What you are asked to do
The data below holds a line containing "function fill(path, color)" and a line containing "ctx.font = font"; please quote exactly those two lines and every line between them, and nothing else.

Stored data
»»

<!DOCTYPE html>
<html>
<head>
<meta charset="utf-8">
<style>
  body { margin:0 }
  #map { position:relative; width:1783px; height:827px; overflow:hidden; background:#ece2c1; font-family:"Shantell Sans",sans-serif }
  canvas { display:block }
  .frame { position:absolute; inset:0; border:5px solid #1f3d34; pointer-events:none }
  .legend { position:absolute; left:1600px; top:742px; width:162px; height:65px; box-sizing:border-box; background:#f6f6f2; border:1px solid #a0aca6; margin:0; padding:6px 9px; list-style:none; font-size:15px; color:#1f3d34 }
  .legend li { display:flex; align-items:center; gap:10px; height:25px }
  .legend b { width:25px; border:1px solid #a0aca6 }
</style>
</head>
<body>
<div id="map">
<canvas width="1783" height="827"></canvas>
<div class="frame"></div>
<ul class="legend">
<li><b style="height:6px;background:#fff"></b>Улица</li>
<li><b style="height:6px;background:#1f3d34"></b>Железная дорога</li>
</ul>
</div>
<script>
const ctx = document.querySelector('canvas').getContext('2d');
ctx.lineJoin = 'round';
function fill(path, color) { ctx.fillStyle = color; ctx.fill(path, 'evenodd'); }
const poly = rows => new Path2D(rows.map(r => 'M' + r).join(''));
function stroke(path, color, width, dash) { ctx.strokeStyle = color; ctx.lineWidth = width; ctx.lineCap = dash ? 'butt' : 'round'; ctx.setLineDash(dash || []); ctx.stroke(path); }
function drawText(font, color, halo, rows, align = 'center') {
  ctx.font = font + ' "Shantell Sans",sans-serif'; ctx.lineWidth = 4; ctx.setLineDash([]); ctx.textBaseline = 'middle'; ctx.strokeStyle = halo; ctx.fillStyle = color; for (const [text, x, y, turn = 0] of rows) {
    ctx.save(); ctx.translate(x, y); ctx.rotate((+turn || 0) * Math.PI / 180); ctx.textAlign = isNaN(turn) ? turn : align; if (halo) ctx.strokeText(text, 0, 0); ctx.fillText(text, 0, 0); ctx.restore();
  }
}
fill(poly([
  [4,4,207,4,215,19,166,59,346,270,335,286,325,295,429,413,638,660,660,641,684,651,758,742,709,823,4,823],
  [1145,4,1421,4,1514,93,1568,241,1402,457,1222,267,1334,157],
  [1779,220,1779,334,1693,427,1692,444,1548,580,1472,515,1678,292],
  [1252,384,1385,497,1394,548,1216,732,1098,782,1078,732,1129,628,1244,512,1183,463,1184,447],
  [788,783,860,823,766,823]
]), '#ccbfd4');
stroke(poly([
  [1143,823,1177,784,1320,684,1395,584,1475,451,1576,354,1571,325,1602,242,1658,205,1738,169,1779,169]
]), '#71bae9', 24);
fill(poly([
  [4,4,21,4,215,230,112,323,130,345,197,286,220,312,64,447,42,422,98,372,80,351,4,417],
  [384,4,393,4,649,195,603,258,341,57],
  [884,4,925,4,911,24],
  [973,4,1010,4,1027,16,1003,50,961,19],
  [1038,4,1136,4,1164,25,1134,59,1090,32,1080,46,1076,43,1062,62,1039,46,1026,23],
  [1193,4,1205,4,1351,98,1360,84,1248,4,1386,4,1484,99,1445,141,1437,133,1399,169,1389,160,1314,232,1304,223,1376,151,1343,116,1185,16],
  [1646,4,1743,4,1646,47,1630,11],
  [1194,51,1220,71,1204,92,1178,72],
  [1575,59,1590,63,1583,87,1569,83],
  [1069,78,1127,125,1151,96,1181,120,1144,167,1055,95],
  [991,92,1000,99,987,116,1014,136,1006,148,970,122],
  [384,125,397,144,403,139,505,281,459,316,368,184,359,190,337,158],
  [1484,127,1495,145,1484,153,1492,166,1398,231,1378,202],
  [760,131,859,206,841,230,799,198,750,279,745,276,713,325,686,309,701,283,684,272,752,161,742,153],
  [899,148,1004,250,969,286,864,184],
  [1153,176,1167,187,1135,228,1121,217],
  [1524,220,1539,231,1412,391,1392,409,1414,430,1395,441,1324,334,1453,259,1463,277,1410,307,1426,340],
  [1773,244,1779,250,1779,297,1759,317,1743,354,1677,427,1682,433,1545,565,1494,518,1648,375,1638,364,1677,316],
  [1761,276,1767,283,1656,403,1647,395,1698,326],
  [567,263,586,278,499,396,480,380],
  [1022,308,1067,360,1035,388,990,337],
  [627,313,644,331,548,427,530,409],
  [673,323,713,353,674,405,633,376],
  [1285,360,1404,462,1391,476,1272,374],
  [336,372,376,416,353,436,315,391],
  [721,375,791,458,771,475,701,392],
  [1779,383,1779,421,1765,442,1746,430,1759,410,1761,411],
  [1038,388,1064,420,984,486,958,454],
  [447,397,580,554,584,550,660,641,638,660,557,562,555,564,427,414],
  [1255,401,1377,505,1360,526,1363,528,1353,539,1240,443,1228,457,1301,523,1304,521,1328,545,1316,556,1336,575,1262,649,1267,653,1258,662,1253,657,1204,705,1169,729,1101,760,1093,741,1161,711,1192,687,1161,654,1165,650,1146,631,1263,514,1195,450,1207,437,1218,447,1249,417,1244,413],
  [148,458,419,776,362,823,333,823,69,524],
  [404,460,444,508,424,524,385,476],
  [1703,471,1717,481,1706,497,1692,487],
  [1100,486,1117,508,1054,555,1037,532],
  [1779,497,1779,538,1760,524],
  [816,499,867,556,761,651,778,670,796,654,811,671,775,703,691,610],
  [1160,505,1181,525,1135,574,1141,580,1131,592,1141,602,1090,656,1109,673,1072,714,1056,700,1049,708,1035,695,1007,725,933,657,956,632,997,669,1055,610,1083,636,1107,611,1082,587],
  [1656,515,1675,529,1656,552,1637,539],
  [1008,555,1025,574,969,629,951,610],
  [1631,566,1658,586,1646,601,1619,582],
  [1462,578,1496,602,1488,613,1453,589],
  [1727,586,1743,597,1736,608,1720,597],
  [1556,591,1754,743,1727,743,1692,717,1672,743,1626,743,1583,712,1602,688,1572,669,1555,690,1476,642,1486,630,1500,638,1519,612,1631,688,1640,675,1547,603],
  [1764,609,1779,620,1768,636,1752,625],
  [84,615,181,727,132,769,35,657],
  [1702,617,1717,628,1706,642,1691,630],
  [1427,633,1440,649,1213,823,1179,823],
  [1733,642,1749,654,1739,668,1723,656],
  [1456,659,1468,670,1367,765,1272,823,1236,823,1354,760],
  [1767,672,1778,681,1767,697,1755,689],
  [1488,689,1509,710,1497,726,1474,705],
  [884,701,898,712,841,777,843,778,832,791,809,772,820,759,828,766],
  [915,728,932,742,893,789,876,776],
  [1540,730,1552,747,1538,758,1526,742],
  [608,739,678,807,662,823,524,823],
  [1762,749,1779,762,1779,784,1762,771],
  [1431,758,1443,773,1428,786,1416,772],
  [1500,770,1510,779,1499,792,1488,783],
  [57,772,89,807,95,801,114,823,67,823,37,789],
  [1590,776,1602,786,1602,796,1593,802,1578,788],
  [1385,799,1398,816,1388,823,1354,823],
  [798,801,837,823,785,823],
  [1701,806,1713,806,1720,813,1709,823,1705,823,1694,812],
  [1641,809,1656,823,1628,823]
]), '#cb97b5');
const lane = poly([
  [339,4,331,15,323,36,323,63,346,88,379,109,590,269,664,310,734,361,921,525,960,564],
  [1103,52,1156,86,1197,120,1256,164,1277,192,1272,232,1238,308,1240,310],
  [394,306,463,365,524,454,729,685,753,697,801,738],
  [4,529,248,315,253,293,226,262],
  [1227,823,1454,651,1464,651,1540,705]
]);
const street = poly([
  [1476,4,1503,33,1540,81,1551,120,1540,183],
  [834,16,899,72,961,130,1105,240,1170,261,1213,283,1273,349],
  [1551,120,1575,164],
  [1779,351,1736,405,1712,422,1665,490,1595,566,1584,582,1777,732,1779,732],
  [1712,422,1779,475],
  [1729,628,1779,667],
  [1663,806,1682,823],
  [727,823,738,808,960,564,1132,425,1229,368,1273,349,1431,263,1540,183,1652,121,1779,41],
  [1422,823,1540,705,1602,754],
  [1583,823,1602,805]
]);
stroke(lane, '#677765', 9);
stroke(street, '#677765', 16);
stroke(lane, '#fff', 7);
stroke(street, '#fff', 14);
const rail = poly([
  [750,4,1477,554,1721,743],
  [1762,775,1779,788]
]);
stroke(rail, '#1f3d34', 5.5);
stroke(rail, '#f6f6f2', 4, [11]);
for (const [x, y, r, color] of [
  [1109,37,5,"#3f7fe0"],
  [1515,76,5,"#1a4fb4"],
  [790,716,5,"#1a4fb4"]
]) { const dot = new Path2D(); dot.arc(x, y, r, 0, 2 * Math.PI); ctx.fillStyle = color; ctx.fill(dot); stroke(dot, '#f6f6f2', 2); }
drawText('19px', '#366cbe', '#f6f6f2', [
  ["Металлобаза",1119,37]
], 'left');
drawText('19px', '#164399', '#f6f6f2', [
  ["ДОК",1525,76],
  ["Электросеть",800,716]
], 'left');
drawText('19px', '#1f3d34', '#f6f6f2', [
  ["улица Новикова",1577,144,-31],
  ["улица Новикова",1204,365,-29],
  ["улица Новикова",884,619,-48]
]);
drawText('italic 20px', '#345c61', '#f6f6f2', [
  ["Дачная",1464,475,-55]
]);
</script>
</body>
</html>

««

Answer space
function fill(path, color) { ctx.fillStyle = color; ctx.fill(path, 'evenodd'); }
const poly = rows => new Path2D(rows.map(r => 'M' + r).join(''));
function stroke(path, color, width, dash) { ctx.strokeStyle = color; ctx.lineWidth = width; ctx.lineCap = dash ? 'butt' : 'round'; ctx.setLineDash(dash || []); ctx.stroke(path); }
function drawText(font, color, halo, rows, align = 'center') {
  ctx.font = font + ' "Shantell Sans",sans-serif'; ctx.lineWidth = 4; ctx.setLineDash([]); ctx.textBaseline = 'middle'; ctx.strokeStyle = halo; ctx.fillStyle = color; for (const [text, x, y, turn = 0] of rows) {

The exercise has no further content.